最初の数日は職員室に居ると驚かれたり違和感を覚えられていたが、いつの間にか僕が居ることが日常になり、過ごしやすい空間になっていた。
これからもこの幼稚園にやる事が無くても通園するのであろう。
職員室に着いたら大きく成長する為、冷蔵庫に直行し牛乳一杯を一気に飲み干す。これが僕のルーティンになっている。
いつものルーティンをこなし、口周りに付いた牛乳髭を美雪先生に拭われ、珍しく朝イチで同学年のクラスに向かった。
「おはよー」
教室に入り適当に挨拶をすると、唯一の友人が話しかけて来た。
「珍しいな。教室に来るなんて」
「そうか?」
「いつも教室に来ないで職員室に引きこもってだろ」
「確かにそうだな」
何となくリアムと会話をし、元気に騒ぐ子供達を座って眺め友達にはなれないなと思っていると面白い話題が始まった。
「昨日なんで来なかったんだよ。せっかくレアキャラが来たのによ」
「レアキャラ?」
短い間だが一度も聞いた事の無い言葉が耳に入り、僕の知識欲を掻き立てられた。
「ああ。いつもは欠席している園内で一、二を争う美人か珍しく昨日来たんだよ!」
「どっちも知らないな」
リアムは僕に溜息をつき、呆れて説明してくれた。
「一人は会ったことあるだろ。特進クラスの夏希ちゃんだよ」
「あー、確かに見た目はいいよな」
ほとんど会っていないので忘れていたが、特進クラスの問題児夏希ちゃんは、かなりの美人さんである。
容姿は整っており情熱的な赤い髪は、凛々しさを
ただ性格に少々問題があり、どんな人にでも食ってかかる高圧的な少女なのだ。
「もう一人は?」
「白髪碧眼で日本人離れした綺麗な顔立ちの美少女なんだ。だがほとんど人が見た事が無く超絶レアキャラなんだよ。なんでも病弱で幼稚園に来る事も厳しいらしく、どの学年なのかすら分からない謎に包まれた美少女だ。そんな美少女が昨日一瞬だけ来てたんだよ!それをたまたま見たって訳」
リアムはオタク並みの熱弁をし、傍から見らストーカーのような情報収集能力を見せつけてきた。

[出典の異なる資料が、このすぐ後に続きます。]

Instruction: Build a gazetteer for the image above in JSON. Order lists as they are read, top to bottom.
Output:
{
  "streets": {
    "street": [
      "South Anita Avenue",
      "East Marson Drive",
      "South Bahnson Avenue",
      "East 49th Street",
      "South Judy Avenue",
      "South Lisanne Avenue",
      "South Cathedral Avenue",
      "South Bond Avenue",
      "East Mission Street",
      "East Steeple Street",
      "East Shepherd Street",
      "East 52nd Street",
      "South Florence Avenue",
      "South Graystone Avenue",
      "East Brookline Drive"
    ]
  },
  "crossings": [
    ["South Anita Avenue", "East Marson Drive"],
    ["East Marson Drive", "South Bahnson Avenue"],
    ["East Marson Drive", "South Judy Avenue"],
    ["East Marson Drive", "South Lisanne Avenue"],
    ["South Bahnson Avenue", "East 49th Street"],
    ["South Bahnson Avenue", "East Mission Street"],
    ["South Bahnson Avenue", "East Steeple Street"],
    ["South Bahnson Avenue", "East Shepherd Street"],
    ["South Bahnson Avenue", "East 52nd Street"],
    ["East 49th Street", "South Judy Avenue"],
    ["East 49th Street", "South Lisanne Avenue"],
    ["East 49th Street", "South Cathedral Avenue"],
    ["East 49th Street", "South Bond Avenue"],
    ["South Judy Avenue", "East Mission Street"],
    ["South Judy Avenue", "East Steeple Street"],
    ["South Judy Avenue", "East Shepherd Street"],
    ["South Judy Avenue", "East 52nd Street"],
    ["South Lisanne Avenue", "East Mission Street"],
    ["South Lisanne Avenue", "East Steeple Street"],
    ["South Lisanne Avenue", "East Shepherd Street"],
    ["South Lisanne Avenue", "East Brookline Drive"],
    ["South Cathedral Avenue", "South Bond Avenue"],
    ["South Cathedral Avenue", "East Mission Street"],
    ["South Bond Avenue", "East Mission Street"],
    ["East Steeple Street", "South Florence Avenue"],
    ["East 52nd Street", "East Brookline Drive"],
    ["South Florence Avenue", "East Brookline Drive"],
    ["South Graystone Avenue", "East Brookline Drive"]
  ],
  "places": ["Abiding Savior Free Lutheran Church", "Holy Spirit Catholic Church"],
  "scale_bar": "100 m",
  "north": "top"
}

「そんなにその子が好きなら元お前の想い人に教えてもいいよな」
僕は入園初日に、三股ホスト役をさせられたグループに近付くふりをすると、リアムは大焦りして本気の顔で肩を強く掴み止めてきた。
「お願いだからやめてくれ」
「冗談だよ」
僕はカラカラと笑い腕を払ってやり、元の場所に座り直した。
「そんな美少女なら会ってみたかったな」
「美雪先生一筋じゃないのかよ」
「美雪先生は好きだけど年の差がな。こっちは良くてもあっちがダメって言われるだろうよ」
「だよなー」
特に内容の無い雑談を再度開始し、ダラダラしていると一人白髪碧眼の美少女に面識がある事を思い出した。
「そういえば知り合いに同じ歳くらいの白髪碧眼美少女に覚えがあるな」
「まじか!もしかしたら同じ子かもな」
「どうだろうな」
「ちなみにどうゆう関係なんだ?」
「産まれた時隣に寝てた」
「なんだよそりゃ」
二人で笑い合い、五年ぶりにその子の会いたいと思ってしまった僕は、元気にしているか気になったのだった。